You hear the word ‘engagement’ all the time in business. ‘How will we engage on this deal?’ ‘We’ve got to get the customer engagement right,’ and so on.

It’s an unhelpful word to my mind. It’s not a customer-centric or friendly word. It’s all about ‘me’.

There’s a ‘me’ in engagement and it’s my view that the word makes us think on our terms and not on our customers’ terms. I don’t feel like I have the problem correctly framed nor the priorities right when I’m using the word engagement.

We engage our enemies in battle, because it’s about us and we want to win. We don’t engage (with) our customers, we want them to win.

When you’re in a discussion about something, and in descends into an argument, it inevitably becomes emotional. This is especially true and unhelpful in business.

In these situations you tend to get a lot of ‘heat’ and not much ‘light’. In other words, there’s too much emotion and not enough inspiration.

I have a short temper and I find it’s easy for me to let a discussion descend into something unhealthy. There should be no room for emotion when you’re trying to fix or improve something, yet we find it very hard not to give it a seat at the table.

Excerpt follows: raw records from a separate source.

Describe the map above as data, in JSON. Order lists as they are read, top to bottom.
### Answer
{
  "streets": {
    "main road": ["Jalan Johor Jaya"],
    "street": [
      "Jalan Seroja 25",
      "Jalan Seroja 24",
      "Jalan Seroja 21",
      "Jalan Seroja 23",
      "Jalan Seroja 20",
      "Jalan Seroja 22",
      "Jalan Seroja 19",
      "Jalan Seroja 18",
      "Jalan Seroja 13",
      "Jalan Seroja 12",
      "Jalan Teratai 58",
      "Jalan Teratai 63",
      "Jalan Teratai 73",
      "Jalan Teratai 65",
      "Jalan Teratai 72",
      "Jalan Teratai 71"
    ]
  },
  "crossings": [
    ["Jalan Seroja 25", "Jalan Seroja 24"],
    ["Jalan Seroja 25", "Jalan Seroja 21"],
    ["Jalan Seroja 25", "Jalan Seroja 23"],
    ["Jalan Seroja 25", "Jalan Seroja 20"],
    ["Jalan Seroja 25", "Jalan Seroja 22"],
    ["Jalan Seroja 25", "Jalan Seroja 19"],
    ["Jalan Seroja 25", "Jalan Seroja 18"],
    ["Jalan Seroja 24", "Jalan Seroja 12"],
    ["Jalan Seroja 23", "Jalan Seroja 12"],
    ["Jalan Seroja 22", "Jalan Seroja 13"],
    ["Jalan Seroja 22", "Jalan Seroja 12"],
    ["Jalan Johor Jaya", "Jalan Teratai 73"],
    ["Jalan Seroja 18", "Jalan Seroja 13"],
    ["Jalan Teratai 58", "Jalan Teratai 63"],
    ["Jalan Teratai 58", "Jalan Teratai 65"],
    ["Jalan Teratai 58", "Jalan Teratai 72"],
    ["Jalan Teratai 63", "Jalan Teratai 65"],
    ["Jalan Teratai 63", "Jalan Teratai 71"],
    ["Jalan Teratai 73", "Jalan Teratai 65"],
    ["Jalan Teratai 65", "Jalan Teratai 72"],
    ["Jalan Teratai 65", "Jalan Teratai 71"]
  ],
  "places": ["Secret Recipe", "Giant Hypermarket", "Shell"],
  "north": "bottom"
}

I find it much easier to do in business, but you have to demote emotion and recognise it for what it is, an instinctive response to change, stress, and a loss of control. The better you can remove emotion from the equation, the easier it is to get the right answer, to get the sums to add up.

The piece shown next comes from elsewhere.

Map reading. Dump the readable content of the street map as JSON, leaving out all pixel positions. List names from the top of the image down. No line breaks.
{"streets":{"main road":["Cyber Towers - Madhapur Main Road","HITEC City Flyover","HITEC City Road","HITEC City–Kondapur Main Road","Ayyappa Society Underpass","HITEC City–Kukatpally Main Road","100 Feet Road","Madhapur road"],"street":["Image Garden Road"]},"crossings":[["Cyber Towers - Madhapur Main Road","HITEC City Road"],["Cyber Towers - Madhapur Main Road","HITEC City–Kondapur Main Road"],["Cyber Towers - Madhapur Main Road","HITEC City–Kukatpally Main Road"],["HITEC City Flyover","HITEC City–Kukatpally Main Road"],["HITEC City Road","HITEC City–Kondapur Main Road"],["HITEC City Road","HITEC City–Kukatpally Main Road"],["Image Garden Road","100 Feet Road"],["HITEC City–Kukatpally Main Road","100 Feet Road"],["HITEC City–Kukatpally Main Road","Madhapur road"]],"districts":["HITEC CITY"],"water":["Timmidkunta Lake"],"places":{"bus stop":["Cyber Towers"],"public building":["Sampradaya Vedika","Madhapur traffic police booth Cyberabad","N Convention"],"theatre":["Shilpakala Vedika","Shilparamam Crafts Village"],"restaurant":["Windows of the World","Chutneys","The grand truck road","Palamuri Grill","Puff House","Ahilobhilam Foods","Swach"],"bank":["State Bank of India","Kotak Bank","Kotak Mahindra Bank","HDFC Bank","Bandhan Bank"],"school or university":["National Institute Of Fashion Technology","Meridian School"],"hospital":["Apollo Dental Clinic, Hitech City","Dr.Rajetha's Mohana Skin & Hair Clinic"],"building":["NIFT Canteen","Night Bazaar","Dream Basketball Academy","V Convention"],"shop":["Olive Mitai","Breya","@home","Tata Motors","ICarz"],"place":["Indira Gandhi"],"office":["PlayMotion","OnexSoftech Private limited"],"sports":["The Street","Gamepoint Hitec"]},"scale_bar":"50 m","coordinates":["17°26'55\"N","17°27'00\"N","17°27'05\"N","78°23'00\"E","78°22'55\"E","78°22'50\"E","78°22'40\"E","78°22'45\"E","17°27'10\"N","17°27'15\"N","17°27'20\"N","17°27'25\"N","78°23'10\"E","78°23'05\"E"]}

Hindsight is a wonderful thing, or so they say. What seemed so unfathomable before it happened is the blindingly obvious conclusion now that it’s happened. And don’t we just love it when people say ‘well I could have told you that would happen.’?

Here’s my take on this. When we look at what happened with the benefit of hindsight, we see a linear connection of causal events. It’s a straight line going backwards.

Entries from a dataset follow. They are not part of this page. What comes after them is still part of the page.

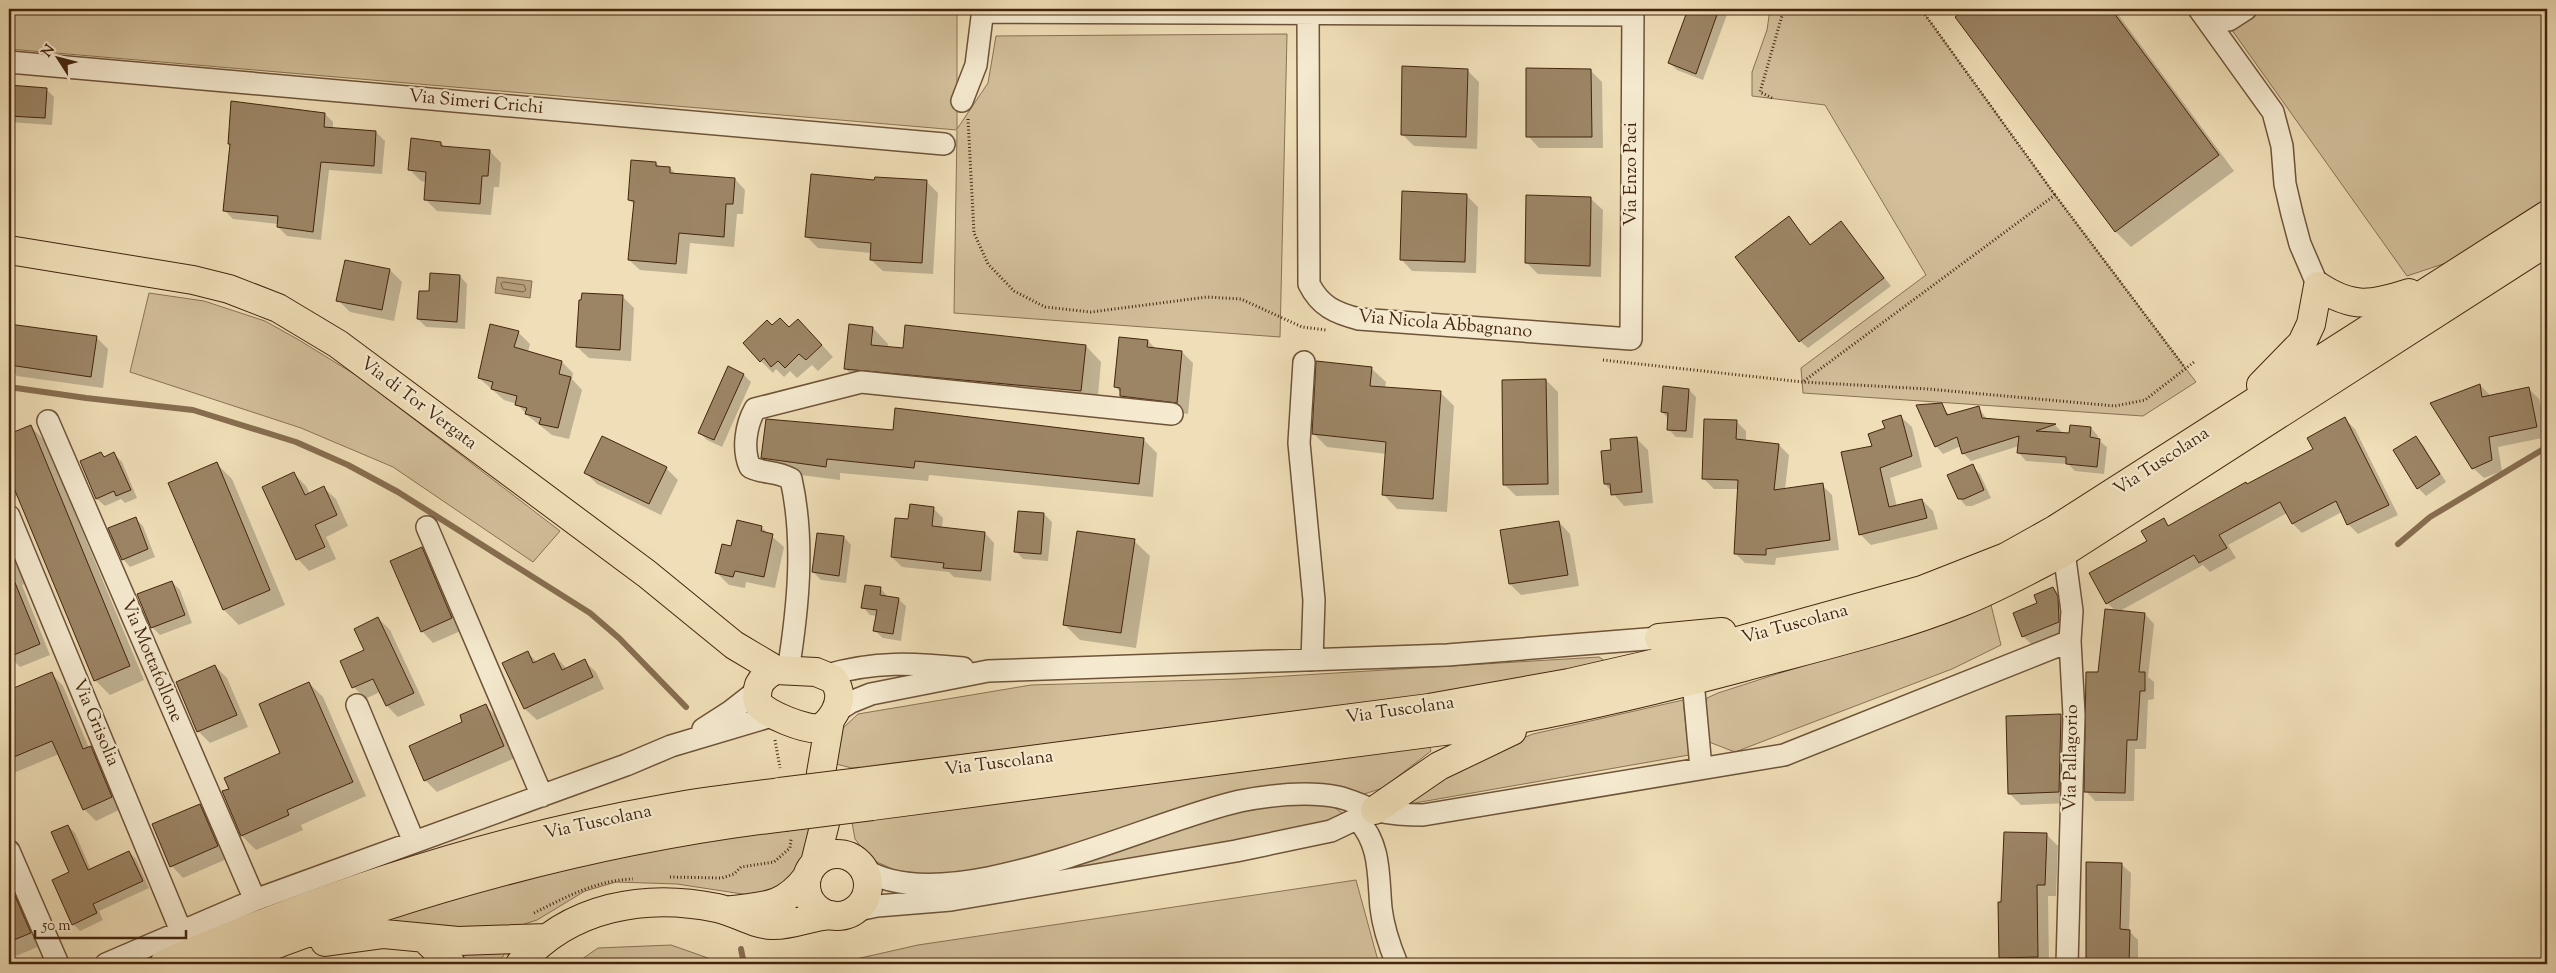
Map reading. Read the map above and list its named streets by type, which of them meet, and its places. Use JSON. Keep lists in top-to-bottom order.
{
  "streets": {
    "main road": ["Via di Tor Vergata", "Via Tuscolana"],
    "street": [
      "Via Simeri Crichi",
      "Via Enzo Paci",
      "Via Nicola Abbagnano",
      "Via Mottafollone",
      "Via Grisolia",
      "Via Pallagorio"
    ]
  },
  "crossings": [
    ["Via Enzo Paci", "Via Nicola Abbagnano"],
    ["Via Tuscolana", "Via Pallagorio"]
  ],
  "scale_bar": "50 m",
  "north": "top left"
}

When we’re faced with what’s about to happen, it’s not linear. It’s multi-linear. It can go a number of ways, and it’s unclear which way will turn out best for us. Maybe all of them will, maybe some, maybe even none. The multiplicity of choices we face with every passing second is the constant. We’re lucky we have the freedom and the intelligence to make them.

We’ll always have hindsight, and sometimes we feel like we have insight and even a bit of foresight. But you can’t turn time back and give it another go. With every fresh project you have to keep moving forward. Consider the information, make your best decision, and go.

No company is perfect. When you work for an organisation you know about – or tend to hear about – its issues, problems, flaws and so on. You know what it’s really like under the hood.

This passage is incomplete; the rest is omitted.